Hacker News new | ask | show | jobs
by nl 1207 days ago
Without a name or other PII this seems like a misplaced concern.
3 comments

It's trivial to de-identify someone from shockingly limited data. Just by submission to an outside service, they know a date, location, and whatever information was submitted. That's plenty, especially assuming they referenced a procedure or comorbidities.
A date of what? The request to ChatGPT to generate an imaginary appeal?

So you know the individual was rejected prior to that. Probably. Maybe.

And maybe roughly where the individual is located, because ChatGPT sees an IP off of… something.

So somewhere, someone asked ChatGPT about a rejected treatment or procedure appeal.

Now if the doctor provides a poorly written appeal and asks for it to be fixed, that is another case entirely, especially if they left in patient info. But there is a very large gap between these two situations, and the first one isn’t nearly as much as you suggest.
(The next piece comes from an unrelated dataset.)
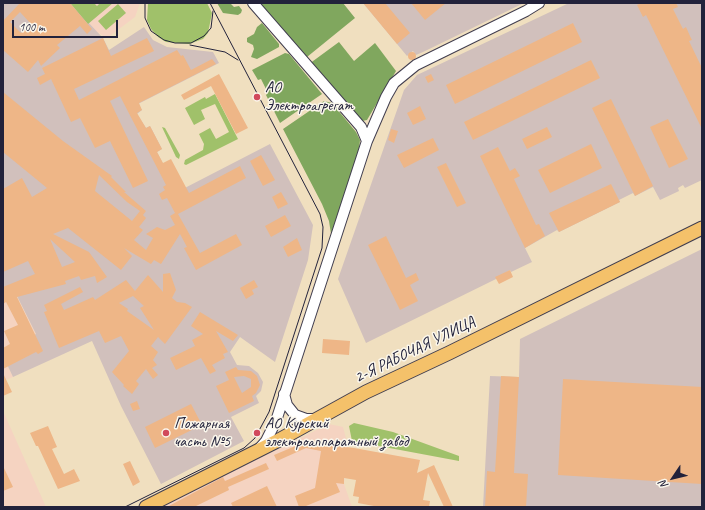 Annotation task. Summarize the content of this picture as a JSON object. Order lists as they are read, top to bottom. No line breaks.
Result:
{"streets":{"main road":["2-Я РАБОЧАЯ УЛИЦА"]},"places":["АО Электроагрегат","Пожарная часть №5","АО Курский электроаппаратный завод"],"scale_bar":"100 m","north":"bottom left"}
That is an obviously incorrect assumption, it is possible to de-anonomize most data sets about and there is reason to believe this one is no different. Health data by it's nature is very personal and specific.
Doctors publish case studies all the time which contain anonymized data. Presumably those go through reviews to make sure that nothing is being leaked but health data by it's nature is specific but not very personal (at least not identifiable).

Also, depending on what you're using ChatGPT for, this is no worse than Googling something which doctors do a lot as well.

>consent
Informed consent isn't a legal requirement. It's down to ethics and occasionally the journal's publishing requirements. So it we bring the analogy back to ChatGPT, using it for queries isn't breaking HIPAA or any laws.
This is the prompt that was listed.

“Write an appeal letter to a medical insurance company for a patient who needs a biopsy for a bone lesion given prior unclear diagnosis.”

Add an arbitrary ip address and timestamp and you are very far away from anything personally identifying. (Where does your computer suggest you are right now?)

De-anonomizing is usually done by combining datasets. That seems unlikely here.
Why would a letter to an insurance company on behalf of a patient not include PII? The letter itself is surely mostly PII. And is almost certain to contain privileged information.
Probably not. You fill in the PII afterwards and it’s essentially just metadata. Patient has this condition, needs this test, has had this and that happen” those things aren’t PII. Leave out names, places, ID numbers, etc and you have appropriately deidentified a document.
find replace name with ABCEDFG HIJKLMNOP

feed to ChatGPT

find replace ABCEDFG HIJKLMNOP with name?

Well obviously, but you don't need someone's name or SSN to identify them. A sufficiently detailed medical story can be much more than sufficient.
How do you envision that happening? There’s no big database of people’s medical conditions out there that you can use to lookup their name and address, so it’s kind of like an impossible reverse lookup that would need to be done right? Unless you’re talking about a state level actor or something that is tailing someone’s movements around like Jason Bourne and cross referencing it with medical GPT queries, but in that case you’re gonna be compromised anyway in probably far easier ways.
Maybe but not as far as regulations go.